Find every line below that contains the word "linecap" and copy it out.

(Supplied data begins)

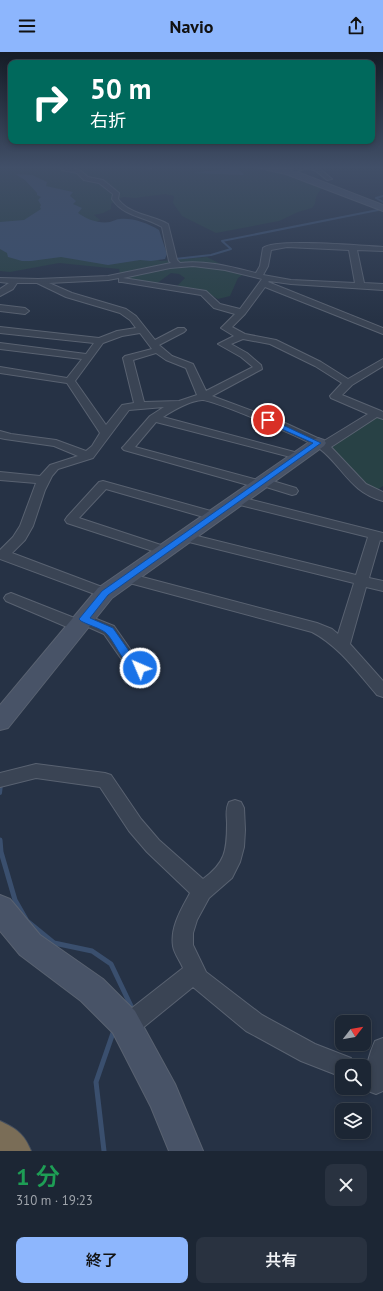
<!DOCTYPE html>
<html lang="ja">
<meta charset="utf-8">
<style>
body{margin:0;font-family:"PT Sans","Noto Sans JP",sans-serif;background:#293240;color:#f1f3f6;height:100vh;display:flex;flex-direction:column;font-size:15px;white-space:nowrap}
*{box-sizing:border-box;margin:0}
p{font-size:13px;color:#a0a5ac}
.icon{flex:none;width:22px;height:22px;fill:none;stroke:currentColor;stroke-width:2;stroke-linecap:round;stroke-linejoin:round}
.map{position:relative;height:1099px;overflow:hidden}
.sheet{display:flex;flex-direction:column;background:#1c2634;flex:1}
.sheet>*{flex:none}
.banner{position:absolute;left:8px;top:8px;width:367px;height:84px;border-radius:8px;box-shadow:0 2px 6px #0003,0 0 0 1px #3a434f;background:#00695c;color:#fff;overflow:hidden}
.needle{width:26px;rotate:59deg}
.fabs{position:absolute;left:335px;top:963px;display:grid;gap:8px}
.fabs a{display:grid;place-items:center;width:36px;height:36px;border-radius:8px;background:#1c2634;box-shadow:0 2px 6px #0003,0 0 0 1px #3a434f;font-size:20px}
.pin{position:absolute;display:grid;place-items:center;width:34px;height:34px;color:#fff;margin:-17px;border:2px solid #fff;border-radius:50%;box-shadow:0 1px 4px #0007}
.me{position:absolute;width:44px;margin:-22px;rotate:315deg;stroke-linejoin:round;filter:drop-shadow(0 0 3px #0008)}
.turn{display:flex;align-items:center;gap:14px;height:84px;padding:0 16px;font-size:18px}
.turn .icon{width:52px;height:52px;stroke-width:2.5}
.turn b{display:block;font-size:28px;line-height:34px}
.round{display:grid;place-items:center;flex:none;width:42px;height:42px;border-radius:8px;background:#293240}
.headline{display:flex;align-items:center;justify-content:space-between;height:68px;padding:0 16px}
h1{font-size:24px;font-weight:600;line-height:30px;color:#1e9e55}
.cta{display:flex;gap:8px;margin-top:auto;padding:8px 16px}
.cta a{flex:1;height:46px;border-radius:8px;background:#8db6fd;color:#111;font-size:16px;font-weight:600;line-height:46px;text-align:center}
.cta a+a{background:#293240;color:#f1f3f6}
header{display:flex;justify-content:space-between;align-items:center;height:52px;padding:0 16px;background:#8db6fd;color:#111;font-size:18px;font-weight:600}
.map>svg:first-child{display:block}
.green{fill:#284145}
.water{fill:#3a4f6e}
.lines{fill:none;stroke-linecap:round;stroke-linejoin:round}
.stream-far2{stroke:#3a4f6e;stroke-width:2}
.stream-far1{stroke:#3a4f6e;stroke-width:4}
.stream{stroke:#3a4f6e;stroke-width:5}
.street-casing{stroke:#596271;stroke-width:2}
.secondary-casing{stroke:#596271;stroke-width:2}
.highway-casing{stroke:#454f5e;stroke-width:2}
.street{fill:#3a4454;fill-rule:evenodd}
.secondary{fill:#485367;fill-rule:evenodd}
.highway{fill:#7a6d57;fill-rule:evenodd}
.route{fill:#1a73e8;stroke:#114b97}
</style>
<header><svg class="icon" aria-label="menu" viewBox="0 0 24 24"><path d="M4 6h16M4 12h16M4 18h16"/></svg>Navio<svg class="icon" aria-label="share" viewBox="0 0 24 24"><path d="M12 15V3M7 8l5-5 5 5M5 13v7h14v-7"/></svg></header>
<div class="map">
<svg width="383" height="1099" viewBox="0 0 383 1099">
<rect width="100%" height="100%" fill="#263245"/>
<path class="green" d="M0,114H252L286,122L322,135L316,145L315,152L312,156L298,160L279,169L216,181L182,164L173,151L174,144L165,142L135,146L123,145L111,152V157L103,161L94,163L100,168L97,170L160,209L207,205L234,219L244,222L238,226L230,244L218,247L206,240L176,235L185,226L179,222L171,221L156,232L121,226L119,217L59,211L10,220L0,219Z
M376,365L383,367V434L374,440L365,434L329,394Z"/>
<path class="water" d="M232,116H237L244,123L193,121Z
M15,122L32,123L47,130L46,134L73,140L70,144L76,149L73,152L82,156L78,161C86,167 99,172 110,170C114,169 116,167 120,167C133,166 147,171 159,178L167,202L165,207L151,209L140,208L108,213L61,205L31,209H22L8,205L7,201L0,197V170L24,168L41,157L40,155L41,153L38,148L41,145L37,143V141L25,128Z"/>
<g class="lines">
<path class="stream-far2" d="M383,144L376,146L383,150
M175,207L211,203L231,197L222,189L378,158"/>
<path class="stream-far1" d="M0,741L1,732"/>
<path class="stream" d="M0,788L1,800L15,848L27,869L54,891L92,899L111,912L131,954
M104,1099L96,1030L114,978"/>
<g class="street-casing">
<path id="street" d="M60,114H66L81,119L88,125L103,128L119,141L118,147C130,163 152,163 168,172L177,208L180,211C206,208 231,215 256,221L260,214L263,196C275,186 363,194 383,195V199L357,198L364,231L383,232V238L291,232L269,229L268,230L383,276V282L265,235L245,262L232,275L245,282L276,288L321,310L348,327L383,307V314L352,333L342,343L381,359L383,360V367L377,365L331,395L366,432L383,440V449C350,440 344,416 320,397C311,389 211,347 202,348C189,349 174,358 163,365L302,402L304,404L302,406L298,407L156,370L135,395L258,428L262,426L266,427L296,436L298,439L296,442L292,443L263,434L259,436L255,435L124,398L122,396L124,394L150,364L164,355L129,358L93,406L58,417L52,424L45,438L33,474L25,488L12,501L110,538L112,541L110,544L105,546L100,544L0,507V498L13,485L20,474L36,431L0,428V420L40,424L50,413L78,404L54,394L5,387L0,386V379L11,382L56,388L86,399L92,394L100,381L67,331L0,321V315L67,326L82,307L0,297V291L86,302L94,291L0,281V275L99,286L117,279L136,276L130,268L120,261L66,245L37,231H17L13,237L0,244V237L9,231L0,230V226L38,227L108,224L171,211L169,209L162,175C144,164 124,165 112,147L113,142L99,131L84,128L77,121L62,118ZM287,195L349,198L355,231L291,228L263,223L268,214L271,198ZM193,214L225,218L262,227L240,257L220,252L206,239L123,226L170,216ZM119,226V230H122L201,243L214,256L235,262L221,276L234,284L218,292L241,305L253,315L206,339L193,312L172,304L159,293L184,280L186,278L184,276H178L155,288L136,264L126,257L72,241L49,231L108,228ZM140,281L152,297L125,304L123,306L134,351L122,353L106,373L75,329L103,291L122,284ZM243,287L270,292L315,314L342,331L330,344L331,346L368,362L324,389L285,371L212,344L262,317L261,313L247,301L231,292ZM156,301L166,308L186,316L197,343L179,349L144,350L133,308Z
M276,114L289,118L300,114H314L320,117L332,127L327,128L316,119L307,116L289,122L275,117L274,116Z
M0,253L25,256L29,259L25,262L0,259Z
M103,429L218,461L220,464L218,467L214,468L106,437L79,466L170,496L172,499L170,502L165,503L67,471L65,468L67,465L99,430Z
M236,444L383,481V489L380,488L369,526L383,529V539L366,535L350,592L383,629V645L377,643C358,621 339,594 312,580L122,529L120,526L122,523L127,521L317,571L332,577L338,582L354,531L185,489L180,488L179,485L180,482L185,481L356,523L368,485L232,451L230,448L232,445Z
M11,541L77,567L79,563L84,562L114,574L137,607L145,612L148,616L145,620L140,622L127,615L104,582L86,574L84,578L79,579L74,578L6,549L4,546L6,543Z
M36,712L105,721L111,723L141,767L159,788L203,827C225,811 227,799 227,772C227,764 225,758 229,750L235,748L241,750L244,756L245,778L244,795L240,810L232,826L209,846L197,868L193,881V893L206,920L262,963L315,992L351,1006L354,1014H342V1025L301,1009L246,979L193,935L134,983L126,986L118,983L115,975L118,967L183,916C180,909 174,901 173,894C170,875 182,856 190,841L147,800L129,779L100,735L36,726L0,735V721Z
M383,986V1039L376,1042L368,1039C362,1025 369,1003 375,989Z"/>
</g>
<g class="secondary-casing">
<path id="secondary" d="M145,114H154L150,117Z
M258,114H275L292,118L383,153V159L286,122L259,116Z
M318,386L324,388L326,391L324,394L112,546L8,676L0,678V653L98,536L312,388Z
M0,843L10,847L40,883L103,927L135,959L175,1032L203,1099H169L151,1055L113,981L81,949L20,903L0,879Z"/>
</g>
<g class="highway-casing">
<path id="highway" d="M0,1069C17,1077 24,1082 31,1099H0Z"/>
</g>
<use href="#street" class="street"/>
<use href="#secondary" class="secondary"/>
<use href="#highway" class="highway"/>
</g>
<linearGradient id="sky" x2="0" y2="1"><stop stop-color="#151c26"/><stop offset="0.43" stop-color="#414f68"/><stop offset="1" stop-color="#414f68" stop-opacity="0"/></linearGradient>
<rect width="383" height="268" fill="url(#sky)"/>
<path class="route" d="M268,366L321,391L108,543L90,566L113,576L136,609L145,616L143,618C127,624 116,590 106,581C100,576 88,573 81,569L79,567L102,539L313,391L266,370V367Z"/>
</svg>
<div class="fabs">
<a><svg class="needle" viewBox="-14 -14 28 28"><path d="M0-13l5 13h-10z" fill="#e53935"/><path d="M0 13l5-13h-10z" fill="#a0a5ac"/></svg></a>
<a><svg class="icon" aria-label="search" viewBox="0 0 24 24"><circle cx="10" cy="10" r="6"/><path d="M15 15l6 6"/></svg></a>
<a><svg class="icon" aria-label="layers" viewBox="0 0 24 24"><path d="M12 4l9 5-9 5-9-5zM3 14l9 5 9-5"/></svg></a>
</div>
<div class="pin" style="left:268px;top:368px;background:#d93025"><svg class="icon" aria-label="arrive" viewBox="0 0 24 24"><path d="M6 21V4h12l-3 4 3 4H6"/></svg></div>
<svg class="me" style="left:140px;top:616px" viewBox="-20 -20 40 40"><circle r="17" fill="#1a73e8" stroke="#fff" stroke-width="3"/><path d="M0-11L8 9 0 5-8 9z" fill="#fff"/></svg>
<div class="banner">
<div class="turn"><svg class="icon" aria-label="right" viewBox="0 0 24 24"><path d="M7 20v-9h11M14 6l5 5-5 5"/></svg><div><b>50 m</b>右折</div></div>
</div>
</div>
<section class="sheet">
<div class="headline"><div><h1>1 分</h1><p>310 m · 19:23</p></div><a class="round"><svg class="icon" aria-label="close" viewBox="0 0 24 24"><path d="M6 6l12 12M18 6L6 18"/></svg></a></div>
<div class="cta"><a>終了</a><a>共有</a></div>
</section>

(Supplied data ends)

Your solution
.icon{flex:none;width:22px;height:22px;fill:none;stroke:currentColor;stroke-width:2;stroke-linecap:round;stroke-linejoin:round}
.lines{fill:none;stroke-linecap:round;stroke-linejoin:round}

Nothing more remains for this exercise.